The cast of the musical, which is part impish fantasy and part social satire, includes Denis O'Hare as Og the Leprechaun, Austin Pendleton as Senator Rawkins, Kate Jennings Grant as Sharon, Tina Ou as Susan the Silent and J. Robert Spencer as Woody. Although Murray is known to theatre audiences, he is not a conventional star draw for the musical theatre box office. The show's selling point is now the classic, hit-packed score, which includes "Ol' Devil Moon," "Look to the Rainbow," "If This Isn't Love" and "How Are Things in Glocca Morra?"
No designers have been announced.
The staging will play Miami's Coconut Grove Playhouse Oct. 12-Nov. 21 and Cleveland's Palace Theatre Center Nov. 30-Dec. 12.
O'Hare made a solid supporting-actor splash as Ernst Ludwig in the new Broadway revival of Cabaret and Pendleton sang "Miracle of Miracles" in the original Broadway company of Fiddler on the Roof. Both appeared in the May 1999 workshop-reading of Finian's Rainbow, playing Og the Leprechaun and racist Senator Rawkins, respectively.
Robert Morse was hoped to perform in the workshop and reading, but Jim Norton, from Broadway's Irish-kissed The Weir, appeared instead.
Ou appeared in Broadway's Once Upon a Mattress and Rent, and is expected to play the dancing, non-singing role of Susan the Silent, a mute who is transformed during the action of the musical.
Grant, who will be Finian's daughter, toured in the Stephanie Powers version of Applause, as Eve Harrington, and attended Juilliard. She was Quincy Quince in Broadway's An American Daughter.
J. Robert Spencer appeared in Side Show on Broadway, in a number of workshops and readings, and in a national tour of Cats.

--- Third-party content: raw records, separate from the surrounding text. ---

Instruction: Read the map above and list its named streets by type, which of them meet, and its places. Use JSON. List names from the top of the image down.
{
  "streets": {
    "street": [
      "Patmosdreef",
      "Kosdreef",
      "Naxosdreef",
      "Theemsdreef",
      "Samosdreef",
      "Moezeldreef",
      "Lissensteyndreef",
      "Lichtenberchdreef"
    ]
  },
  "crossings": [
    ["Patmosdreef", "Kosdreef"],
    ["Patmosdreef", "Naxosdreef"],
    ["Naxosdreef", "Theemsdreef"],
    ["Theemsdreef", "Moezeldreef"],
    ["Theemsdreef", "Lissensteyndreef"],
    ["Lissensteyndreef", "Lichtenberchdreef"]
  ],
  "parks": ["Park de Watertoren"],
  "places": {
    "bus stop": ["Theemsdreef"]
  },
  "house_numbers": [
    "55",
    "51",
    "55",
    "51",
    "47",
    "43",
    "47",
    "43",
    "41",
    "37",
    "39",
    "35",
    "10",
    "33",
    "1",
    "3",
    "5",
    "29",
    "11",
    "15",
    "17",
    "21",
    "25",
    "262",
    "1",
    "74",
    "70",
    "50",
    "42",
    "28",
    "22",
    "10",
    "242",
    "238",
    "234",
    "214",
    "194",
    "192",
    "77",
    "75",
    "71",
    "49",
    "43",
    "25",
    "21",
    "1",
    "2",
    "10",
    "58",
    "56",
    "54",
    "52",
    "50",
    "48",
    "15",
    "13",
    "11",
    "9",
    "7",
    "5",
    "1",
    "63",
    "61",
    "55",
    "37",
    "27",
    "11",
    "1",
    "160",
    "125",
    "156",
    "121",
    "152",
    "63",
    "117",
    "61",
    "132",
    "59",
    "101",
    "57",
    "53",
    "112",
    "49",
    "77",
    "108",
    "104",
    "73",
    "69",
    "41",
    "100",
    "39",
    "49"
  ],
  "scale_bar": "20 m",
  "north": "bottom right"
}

Producer Hess plans to bring the show to Broadway in early 2000. Marguerite Derricks, who created the swinging dances for "Austin Powers," will choreograph.
Director Price is better known as an actor, from Broadway's Merrily We Roll Along and Rags.

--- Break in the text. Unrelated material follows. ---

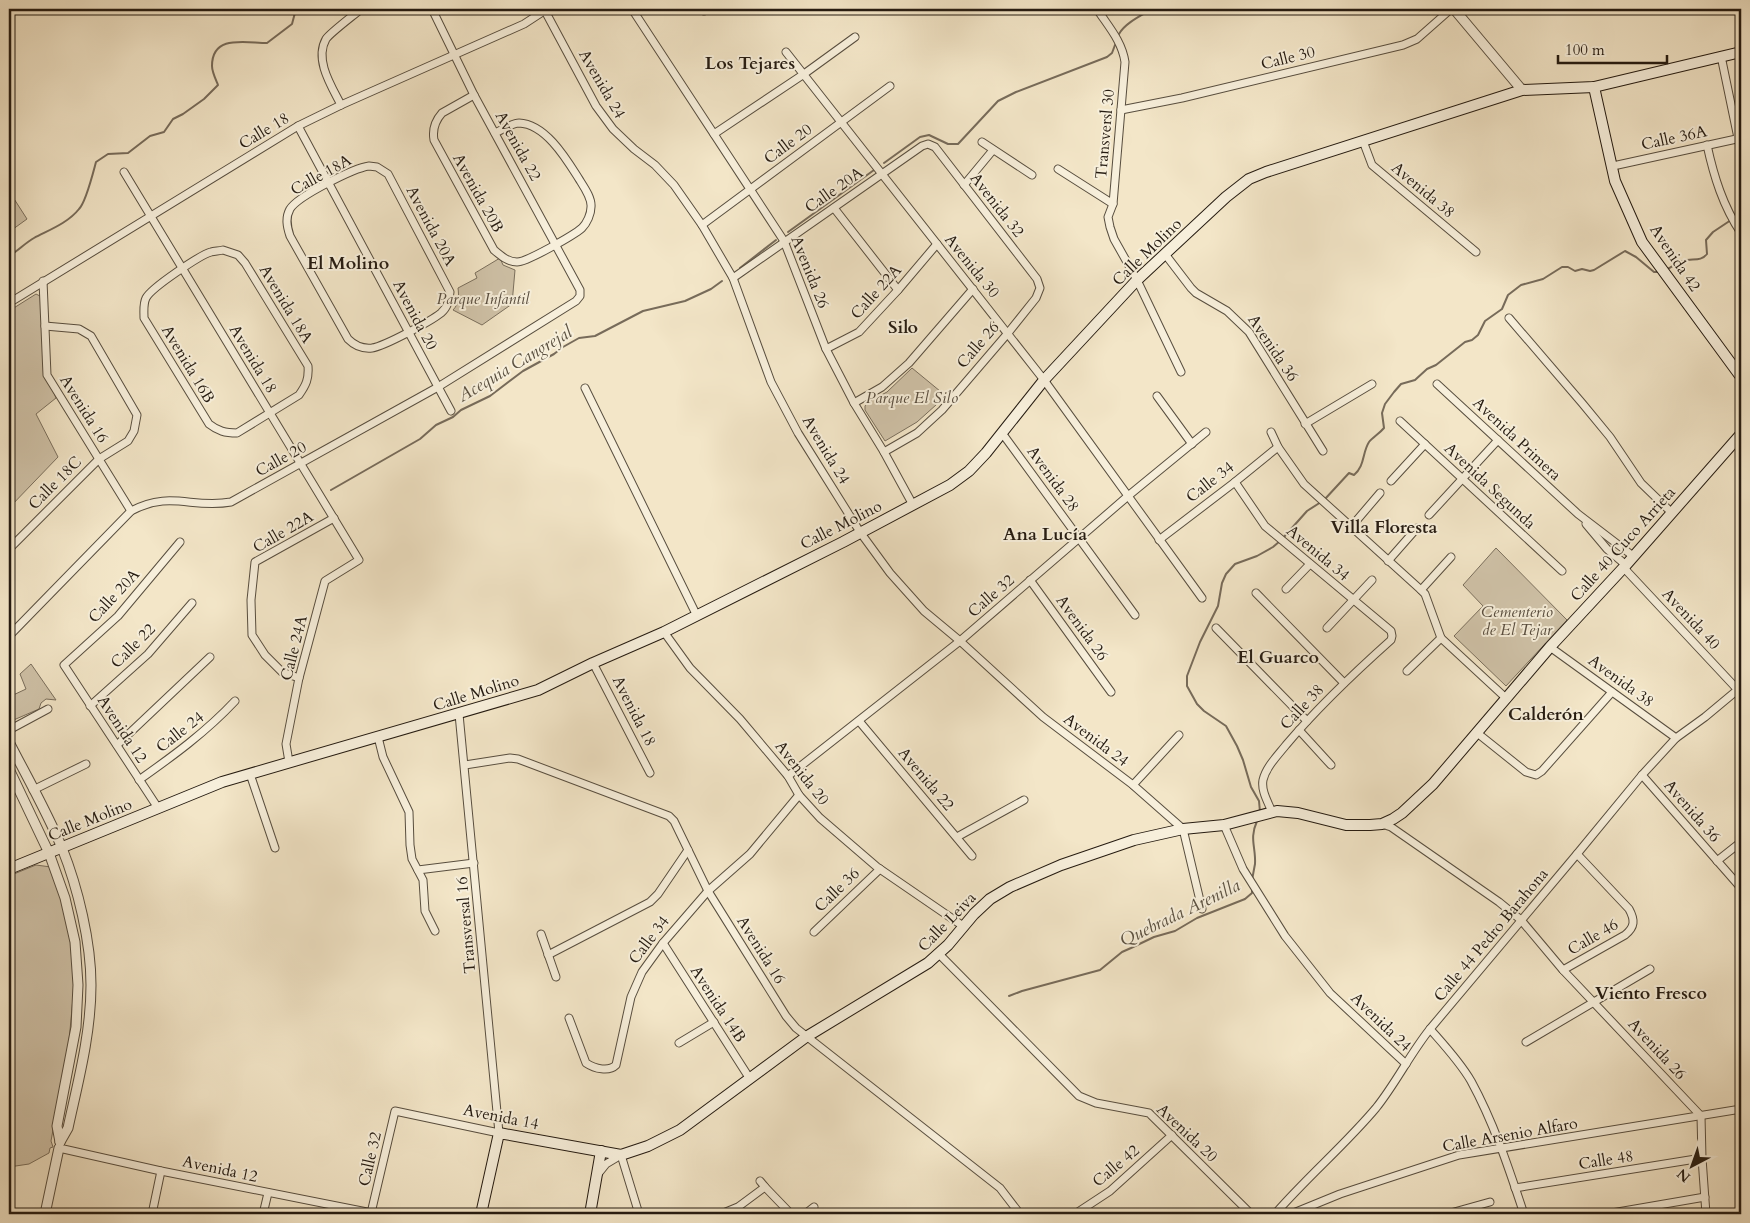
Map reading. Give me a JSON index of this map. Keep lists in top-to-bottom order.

African-American actor Ossie Davis is the script's cultural adviser. The multi-cultural musical prominently features a leprechaun whose crock of gold is wished upon to turn a racist senator into a black man. Stone (1776, Woman of the Year, Titanic) similarly reworked potentially offensive Native American references in the current Annie Get Your Gun revival.
The original libretto is by Harburg and Fred Saidy.
Finian's Rainbow is noted for its socially-aware sentiments -- it's a satire of American enterprise, consumerism and social structure wrapped in show tunes -- and for its freewheeling, playful lyrics by Harburg, a master of creating a new language for a fantastical world (as he did in "The Wizard of Oz."). The score also includes "Necessity," "Something Sort of Grandish," "When I'm Not Near the Girl I Love," "That Great Come and Get It Day," "When the Idle Poor Become the Idle Rich" and "The Begat."
Price's credits (as a director) include revivals of The Rothschilds and Juno and the "Encores!" concert revival of Pal Joey. He also staged the Off-Broadway comedy, Visiting Mr. Green.
Finian's Rainbow originally opened on Broadway on Jan. 10, 1947 and ran for 725 performances. It took two Tony Awards (for choreographer Michael Kidd and supporting actor David Wayne). The cast included Ella Logan and Anita Alvarez. A 1968 film version, directed by Francis Ford Coppola, starred Astaire as Finian, Petula Clark as his daughter, Sharon, and Tommy Steele as Og.